= Beginning of Section =

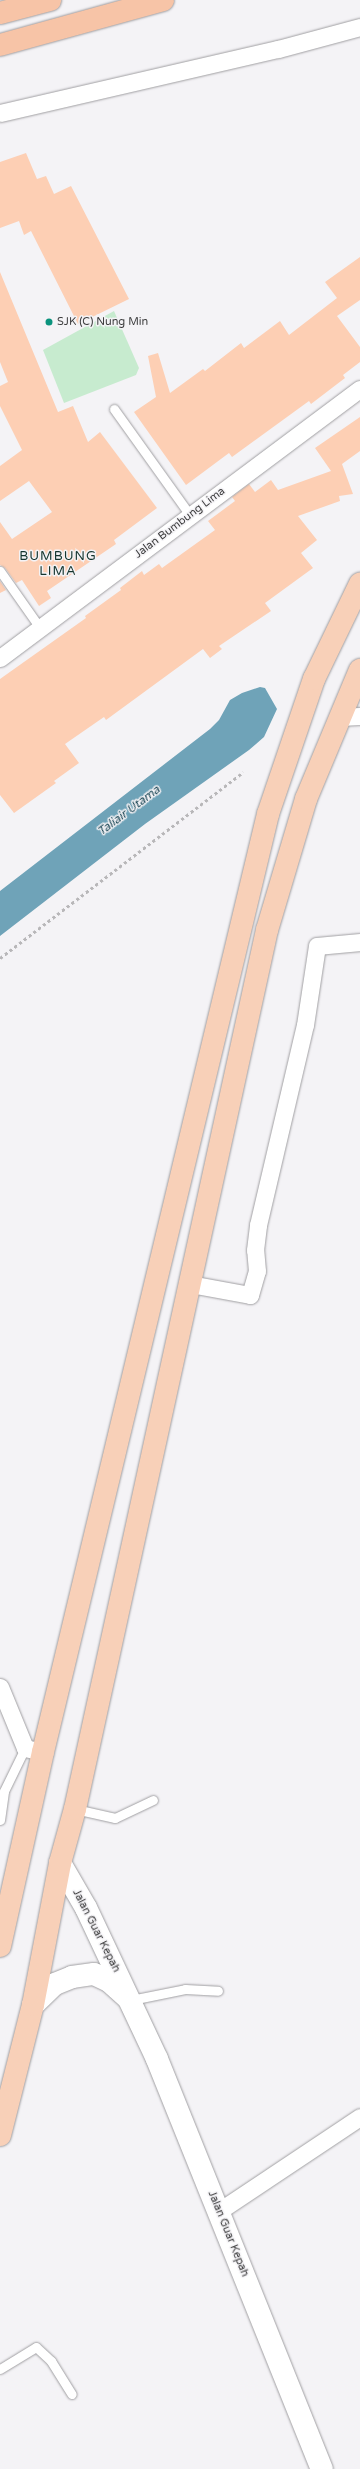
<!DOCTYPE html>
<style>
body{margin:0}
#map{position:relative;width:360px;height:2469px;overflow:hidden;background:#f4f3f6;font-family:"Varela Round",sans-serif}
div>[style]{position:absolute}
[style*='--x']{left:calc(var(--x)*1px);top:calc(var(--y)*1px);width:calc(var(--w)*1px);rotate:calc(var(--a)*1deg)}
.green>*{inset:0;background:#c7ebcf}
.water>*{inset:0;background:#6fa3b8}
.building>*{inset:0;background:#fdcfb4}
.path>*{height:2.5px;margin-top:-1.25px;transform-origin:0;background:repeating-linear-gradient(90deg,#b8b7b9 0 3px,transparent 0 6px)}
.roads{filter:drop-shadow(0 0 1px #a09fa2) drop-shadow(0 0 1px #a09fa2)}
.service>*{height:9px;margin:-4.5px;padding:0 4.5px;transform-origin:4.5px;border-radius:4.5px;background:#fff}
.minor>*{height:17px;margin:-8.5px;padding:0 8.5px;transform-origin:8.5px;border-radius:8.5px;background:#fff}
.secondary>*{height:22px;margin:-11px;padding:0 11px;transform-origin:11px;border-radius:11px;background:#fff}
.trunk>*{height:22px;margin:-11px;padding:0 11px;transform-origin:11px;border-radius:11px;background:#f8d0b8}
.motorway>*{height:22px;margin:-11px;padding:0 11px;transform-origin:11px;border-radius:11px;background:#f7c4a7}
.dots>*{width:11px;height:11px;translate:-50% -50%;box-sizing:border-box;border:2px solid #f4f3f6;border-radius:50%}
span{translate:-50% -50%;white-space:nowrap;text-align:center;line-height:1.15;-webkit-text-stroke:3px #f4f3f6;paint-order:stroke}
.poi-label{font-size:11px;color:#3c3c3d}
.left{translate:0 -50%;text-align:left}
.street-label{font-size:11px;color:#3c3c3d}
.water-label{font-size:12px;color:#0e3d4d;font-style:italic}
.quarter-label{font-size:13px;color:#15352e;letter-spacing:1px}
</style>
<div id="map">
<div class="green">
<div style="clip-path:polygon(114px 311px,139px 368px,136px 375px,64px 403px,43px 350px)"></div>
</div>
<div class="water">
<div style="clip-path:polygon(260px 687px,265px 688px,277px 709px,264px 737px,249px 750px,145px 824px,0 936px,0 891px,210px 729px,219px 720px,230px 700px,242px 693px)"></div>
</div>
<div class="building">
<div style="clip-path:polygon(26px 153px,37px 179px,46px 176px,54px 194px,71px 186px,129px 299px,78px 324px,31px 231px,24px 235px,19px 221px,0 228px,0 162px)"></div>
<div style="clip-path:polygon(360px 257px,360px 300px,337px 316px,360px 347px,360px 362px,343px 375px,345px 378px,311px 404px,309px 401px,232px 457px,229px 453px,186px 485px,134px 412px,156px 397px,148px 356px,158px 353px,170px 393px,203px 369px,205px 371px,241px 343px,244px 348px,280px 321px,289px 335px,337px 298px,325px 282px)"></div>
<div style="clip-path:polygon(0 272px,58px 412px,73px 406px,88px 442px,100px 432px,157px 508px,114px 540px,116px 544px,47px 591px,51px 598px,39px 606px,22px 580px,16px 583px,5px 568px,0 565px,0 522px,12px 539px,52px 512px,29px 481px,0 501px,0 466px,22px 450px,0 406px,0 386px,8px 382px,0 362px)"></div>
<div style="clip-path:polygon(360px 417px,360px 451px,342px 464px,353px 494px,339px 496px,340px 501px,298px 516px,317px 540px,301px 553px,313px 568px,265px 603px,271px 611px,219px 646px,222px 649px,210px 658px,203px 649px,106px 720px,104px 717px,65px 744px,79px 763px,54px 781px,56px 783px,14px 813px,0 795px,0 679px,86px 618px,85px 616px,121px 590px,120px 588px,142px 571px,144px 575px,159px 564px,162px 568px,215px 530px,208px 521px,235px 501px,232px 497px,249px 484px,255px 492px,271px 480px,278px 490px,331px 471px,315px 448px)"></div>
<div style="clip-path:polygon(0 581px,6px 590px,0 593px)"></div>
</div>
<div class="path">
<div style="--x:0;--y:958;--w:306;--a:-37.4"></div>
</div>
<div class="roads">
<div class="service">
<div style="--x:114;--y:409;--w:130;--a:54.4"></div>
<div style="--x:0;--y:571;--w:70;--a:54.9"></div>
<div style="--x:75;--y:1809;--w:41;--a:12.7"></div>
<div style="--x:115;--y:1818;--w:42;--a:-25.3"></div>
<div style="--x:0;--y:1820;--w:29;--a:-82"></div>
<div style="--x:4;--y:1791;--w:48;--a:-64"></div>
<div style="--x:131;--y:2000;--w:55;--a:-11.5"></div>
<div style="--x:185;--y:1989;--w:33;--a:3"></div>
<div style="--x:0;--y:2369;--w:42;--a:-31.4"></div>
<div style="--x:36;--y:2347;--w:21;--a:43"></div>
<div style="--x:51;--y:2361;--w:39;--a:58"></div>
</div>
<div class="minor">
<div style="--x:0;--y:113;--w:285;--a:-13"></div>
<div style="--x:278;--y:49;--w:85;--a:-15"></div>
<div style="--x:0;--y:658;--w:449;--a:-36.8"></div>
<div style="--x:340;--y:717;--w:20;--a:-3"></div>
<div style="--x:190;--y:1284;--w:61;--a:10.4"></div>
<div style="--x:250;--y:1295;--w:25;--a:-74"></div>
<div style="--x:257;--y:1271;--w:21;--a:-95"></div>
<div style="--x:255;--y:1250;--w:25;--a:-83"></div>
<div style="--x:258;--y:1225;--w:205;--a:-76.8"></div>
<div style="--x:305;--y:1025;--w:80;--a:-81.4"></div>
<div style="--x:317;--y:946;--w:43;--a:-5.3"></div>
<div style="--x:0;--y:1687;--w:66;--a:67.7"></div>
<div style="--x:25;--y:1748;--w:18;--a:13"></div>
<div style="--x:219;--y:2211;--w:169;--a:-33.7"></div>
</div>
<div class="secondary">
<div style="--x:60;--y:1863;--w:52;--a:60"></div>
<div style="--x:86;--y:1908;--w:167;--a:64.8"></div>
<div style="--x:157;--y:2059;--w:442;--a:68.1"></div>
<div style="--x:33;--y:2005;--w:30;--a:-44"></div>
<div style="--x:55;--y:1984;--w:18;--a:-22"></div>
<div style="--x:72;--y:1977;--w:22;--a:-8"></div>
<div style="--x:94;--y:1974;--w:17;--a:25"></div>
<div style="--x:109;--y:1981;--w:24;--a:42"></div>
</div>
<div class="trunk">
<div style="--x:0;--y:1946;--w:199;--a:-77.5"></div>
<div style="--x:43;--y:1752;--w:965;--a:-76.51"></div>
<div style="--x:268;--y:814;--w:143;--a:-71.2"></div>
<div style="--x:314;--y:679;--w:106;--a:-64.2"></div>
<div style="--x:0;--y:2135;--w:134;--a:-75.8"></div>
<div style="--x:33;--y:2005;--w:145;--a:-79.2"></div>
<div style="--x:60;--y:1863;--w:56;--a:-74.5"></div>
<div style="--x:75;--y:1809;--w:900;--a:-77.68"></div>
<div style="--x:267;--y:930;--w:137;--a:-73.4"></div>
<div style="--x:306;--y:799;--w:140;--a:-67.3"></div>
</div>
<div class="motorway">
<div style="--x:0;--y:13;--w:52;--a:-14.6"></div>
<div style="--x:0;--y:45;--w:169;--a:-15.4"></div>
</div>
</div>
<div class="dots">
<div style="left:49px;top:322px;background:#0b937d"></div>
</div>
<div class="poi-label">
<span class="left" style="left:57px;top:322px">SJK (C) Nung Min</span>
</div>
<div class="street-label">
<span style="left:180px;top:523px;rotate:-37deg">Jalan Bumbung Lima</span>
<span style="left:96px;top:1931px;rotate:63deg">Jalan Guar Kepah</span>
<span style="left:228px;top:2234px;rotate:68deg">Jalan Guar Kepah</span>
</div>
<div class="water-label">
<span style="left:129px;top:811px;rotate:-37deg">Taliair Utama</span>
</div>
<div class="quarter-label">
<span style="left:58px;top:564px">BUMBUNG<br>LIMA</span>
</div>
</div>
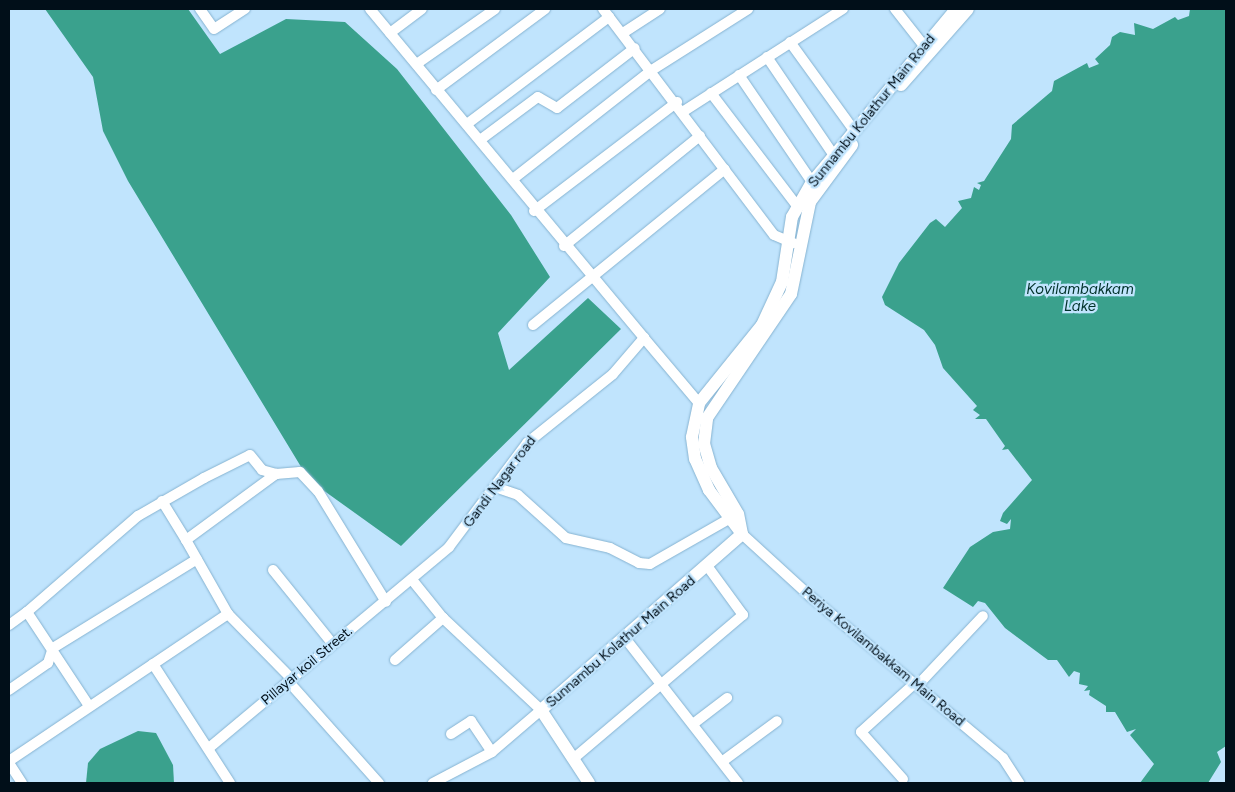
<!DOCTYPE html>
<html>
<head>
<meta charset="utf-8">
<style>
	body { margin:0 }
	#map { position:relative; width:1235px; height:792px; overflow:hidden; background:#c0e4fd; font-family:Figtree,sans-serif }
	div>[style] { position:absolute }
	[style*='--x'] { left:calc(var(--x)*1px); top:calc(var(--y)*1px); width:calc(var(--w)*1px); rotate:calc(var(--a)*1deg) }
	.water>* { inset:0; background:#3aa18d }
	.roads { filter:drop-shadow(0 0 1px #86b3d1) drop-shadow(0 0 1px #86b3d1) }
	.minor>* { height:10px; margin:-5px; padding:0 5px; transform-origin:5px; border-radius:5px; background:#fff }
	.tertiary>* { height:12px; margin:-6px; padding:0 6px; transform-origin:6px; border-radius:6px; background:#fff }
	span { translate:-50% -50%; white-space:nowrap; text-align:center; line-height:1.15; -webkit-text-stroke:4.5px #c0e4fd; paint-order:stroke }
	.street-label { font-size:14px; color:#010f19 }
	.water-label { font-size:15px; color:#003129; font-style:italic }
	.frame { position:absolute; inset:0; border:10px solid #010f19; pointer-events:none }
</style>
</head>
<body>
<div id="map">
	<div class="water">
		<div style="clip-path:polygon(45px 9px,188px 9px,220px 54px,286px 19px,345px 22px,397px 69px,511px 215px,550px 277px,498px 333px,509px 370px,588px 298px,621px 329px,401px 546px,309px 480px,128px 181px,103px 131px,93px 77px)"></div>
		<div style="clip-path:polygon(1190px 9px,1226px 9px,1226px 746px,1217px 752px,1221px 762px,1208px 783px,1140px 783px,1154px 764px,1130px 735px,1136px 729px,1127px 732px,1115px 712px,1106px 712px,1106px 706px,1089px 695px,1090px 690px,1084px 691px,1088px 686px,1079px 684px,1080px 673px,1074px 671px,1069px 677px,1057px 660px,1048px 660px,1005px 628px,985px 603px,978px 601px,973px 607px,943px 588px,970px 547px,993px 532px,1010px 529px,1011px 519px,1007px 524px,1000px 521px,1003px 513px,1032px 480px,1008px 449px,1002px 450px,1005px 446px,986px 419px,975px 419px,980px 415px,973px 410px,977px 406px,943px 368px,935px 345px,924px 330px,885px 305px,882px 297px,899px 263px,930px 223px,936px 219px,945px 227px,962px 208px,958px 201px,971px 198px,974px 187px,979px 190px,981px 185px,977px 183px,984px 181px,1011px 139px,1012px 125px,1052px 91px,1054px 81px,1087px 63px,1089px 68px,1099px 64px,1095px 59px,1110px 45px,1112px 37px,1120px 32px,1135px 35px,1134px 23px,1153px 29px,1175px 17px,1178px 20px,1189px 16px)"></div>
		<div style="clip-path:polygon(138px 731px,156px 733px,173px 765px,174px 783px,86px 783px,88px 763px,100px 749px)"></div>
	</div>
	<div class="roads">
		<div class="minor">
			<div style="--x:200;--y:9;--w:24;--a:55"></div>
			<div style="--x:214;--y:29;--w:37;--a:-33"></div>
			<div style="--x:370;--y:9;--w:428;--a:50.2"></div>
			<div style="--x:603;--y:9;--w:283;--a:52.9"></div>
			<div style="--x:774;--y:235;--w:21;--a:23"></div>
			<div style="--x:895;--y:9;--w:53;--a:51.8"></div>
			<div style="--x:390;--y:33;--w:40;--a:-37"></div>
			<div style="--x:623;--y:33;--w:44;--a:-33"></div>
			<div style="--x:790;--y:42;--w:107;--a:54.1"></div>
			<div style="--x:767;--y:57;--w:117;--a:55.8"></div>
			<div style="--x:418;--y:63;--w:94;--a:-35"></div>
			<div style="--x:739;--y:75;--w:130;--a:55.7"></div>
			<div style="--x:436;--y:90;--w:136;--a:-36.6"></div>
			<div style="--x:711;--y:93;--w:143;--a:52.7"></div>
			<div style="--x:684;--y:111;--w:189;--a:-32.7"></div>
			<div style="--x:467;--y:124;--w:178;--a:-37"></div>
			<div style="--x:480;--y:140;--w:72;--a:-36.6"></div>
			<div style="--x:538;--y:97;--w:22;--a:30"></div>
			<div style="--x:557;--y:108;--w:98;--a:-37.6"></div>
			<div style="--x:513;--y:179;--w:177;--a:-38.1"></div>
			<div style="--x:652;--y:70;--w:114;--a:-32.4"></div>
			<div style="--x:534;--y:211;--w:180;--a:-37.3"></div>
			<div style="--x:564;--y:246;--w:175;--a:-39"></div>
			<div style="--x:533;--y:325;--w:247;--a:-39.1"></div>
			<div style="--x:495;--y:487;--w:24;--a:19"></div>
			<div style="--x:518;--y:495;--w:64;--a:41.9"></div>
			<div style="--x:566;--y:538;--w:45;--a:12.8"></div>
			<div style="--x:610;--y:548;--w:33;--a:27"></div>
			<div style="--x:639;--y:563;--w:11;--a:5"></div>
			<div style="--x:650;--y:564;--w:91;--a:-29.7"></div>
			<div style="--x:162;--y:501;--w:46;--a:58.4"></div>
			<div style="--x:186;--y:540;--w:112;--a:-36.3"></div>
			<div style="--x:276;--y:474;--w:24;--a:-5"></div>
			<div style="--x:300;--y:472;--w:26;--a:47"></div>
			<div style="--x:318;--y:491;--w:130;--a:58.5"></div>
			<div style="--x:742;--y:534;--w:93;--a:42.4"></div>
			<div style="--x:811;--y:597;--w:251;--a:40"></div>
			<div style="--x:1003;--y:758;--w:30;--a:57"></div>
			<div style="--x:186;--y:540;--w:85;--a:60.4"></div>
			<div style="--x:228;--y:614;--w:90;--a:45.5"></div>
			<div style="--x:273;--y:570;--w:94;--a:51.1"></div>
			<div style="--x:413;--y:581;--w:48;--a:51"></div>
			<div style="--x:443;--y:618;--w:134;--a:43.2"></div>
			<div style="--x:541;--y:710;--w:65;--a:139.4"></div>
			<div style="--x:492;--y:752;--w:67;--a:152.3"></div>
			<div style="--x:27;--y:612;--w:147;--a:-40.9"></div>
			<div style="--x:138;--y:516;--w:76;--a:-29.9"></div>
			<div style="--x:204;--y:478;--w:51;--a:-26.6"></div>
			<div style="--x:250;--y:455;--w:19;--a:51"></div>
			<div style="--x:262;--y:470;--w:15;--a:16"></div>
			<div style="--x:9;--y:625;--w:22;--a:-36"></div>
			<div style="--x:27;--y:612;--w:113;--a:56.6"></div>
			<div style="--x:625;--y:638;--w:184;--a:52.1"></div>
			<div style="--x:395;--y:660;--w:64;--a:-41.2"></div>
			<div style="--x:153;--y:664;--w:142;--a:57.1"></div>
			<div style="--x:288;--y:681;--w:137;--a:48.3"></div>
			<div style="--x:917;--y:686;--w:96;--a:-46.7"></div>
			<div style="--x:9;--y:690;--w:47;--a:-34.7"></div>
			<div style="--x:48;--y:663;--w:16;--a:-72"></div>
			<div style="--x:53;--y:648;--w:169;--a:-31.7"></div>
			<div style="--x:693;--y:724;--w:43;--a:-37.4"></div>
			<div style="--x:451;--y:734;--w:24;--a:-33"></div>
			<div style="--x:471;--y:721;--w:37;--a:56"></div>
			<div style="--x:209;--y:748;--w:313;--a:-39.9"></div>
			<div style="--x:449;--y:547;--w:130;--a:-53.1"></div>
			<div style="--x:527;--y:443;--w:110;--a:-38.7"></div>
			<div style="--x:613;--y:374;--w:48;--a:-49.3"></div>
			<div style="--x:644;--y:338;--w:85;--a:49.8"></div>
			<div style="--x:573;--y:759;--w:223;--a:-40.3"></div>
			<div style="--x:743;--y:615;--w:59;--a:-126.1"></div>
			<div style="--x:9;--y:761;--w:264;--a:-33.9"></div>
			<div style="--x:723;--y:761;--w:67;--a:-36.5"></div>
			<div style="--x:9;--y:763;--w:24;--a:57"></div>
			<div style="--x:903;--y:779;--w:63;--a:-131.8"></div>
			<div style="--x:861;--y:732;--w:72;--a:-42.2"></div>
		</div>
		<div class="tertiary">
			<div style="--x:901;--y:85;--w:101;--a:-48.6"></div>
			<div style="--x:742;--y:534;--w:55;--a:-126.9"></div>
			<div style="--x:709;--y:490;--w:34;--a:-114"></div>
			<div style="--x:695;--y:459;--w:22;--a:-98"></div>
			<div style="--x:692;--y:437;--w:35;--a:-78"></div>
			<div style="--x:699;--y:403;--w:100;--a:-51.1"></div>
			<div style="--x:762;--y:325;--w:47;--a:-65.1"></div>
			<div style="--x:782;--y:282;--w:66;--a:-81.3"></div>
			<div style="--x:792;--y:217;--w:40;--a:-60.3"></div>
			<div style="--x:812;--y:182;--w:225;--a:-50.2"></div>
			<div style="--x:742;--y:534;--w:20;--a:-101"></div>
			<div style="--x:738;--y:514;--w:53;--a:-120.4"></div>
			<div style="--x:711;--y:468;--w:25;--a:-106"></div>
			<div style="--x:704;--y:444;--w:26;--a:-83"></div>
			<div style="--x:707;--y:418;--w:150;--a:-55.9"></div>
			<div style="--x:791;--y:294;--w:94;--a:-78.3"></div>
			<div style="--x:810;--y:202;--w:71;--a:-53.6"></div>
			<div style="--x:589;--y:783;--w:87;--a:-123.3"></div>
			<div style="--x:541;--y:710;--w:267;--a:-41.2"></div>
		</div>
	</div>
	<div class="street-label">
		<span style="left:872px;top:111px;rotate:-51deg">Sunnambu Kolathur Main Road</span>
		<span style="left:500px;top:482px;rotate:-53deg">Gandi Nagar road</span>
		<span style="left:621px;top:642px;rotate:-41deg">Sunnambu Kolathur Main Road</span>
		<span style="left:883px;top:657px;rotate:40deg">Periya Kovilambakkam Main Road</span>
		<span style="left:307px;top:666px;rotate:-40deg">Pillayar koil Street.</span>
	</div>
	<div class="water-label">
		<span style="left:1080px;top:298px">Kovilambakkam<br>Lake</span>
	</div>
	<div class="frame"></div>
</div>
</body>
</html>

= End of Section =

:: WHAT IS EXPECTED ::
Locate the string "serif" in the listing above and copy every line where it occurs.

:: EXPECTED ANSWER ::
#map{position:relative;width:360px;height:2469px;overflow:hidden;background:#f4f3f6;font-family:"Varela Round",sans-serif}
	#map { position:relative; width:1235px; height:792px; overflow:hidden; background:#c0e4fd; font-family:Figtree,sans-serif }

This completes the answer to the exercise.